### Material for this task

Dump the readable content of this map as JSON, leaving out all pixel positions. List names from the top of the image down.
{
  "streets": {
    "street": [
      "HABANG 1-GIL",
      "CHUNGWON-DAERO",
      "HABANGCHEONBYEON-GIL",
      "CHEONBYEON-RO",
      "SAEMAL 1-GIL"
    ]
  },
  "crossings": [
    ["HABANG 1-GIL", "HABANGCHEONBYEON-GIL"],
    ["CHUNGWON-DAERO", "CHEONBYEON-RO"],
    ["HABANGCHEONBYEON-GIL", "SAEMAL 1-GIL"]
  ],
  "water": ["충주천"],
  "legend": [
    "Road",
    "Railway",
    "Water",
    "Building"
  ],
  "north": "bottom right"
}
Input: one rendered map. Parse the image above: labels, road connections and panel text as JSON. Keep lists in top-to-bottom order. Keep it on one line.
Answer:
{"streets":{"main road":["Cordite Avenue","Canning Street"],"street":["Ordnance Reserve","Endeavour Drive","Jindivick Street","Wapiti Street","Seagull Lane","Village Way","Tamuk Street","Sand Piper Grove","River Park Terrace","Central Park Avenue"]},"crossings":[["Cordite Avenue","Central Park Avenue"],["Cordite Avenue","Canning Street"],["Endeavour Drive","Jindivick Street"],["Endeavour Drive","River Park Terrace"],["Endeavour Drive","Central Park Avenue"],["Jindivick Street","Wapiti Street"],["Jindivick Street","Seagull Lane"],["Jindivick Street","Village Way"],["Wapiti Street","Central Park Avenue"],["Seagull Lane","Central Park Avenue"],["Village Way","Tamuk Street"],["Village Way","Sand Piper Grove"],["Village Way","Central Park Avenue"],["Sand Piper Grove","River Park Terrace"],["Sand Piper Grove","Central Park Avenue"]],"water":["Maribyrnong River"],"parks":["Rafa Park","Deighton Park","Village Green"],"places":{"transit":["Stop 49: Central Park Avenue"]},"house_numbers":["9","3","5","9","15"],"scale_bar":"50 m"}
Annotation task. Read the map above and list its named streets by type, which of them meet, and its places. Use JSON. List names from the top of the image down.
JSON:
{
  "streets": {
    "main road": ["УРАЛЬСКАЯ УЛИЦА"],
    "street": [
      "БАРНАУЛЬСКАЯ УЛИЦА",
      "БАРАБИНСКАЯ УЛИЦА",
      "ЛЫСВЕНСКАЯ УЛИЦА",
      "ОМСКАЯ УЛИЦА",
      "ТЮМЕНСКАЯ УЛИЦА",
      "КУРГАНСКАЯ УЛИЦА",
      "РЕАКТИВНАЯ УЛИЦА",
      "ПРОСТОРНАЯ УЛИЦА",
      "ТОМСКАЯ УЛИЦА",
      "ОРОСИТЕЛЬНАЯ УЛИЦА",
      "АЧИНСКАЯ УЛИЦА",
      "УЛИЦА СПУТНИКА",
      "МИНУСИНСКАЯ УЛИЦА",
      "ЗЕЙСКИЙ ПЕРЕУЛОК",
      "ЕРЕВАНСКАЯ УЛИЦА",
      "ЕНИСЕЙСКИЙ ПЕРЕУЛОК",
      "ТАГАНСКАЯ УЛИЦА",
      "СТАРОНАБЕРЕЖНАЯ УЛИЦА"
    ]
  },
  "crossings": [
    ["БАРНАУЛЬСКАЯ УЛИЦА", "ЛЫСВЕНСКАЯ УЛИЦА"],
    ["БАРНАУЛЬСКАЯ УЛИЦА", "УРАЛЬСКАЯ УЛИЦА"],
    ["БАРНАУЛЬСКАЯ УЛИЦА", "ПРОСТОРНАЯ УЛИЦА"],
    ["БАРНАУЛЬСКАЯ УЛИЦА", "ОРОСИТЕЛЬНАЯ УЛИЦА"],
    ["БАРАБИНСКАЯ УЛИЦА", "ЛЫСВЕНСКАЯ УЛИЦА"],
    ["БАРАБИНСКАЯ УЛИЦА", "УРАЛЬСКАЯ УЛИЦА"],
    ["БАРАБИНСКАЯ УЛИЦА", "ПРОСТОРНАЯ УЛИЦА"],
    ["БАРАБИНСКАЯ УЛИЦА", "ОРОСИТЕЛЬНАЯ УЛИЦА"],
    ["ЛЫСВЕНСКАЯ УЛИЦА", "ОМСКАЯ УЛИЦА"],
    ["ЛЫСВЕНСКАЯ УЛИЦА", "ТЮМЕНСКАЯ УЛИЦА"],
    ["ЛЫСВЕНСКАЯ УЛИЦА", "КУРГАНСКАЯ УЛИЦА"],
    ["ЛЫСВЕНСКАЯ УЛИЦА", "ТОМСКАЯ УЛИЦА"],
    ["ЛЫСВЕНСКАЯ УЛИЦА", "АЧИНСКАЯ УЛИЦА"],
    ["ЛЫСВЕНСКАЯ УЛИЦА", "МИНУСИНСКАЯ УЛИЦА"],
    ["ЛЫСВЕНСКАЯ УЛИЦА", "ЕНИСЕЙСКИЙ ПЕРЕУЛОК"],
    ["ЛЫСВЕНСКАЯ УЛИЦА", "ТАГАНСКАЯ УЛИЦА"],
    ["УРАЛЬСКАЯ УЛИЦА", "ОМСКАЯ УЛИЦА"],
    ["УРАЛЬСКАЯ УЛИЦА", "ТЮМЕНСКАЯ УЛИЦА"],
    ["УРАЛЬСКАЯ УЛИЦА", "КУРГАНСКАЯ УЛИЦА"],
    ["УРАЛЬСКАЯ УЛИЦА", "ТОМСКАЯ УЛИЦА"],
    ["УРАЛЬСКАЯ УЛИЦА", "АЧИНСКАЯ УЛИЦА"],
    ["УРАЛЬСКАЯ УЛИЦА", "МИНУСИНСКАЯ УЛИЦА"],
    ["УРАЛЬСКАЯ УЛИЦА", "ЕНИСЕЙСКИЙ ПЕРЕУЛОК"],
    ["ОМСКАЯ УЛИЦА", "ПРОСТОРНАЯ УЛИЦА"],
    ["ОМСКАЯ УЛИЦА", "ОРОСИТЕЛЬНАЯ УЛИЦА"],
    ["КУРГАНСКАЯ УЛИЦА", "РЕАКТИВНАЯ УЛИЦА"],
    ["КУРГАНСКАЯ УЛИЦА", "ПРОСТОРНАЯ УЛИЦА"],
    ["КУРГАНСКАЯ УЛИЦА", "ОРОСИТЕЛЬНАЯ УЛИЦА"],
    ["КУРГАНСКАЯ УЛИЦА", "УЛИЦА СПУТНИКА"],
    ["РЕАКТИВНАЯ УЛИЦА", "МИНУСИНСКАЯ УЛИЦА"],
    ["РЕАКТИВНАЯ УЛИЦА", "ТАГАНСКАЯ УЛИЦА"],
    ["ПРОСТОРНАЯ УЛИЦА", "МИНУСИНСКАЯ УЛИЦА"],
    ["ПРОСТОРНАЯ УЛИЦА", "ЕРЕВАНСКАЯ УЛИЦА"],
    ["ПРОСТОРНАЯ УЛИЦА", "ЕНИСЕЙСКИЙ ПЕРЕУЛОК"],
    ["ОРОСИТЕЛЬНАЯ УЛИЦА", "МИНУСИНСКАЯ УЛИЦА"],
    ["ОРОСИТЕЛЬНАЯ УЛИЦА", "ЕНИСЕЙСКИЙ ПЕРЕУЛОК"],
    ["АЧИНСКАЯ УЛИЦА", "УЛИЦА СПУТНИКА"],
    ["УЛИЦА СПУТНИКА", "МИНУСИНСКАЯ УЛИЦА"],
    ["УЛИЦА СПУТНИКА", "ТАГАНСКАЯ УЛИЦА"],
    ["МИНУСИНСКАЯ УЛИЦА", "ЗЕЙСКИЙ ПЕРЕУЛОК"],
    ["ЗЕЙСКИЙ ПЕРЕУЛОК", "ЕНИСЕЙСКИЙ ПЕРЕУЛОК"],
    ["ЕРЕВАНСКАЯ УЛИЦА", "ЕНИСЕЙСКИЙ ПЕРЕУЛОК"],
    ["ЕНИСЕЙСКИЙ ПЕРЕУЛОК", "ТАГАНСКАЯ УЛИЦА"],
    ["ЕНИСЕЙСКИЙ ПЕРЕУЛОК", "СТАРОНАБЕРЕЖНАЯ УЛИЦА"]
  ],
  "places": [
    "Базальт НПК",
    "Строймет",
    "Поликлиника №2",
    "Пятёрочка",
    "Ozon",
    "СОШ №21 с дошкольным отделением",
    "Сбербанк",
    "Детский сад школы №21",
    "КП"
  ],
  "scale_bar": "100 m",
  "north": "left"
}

### Directions
Starting at the top of the listing above, repeat every line exactly until the line that contains "Input: one rendered" has been repeated too.

### Exercise output
Dump the readable content of this map as JSON, leaving out all pixel positions. List names from the top of the image down.
{
  "streets": {
    "street": [
      "HABANG 1-GIL",
      "CHUNGWON-DAERO",
      "HABANGCHEONBYEON-GIL",
      "CHEONBYEON-RO",
      "SAEMAL 1-GIL"
    ]
  },
  "crossings": [
    ["HABANG 1-GIL", "HABANGCHEONBYEON-GIL"],
    ["CHUNGWON-DAERO", "CHEONBYEON-RO"],
    ["HABANGCHEONBYEON-GIL", "SAEMAL 1-GIL"]
  ],
  "water": ["충주천"],
  "legend": [
    "Road",
    "Railway",
    "Water",
    "Building"
  ],
  "north": "bottom right"
}
Input: one rendered map. Parse the image above: labels, road connections and panel text as JSON. Keep lists in top-to-bottom order. Keep it on one line.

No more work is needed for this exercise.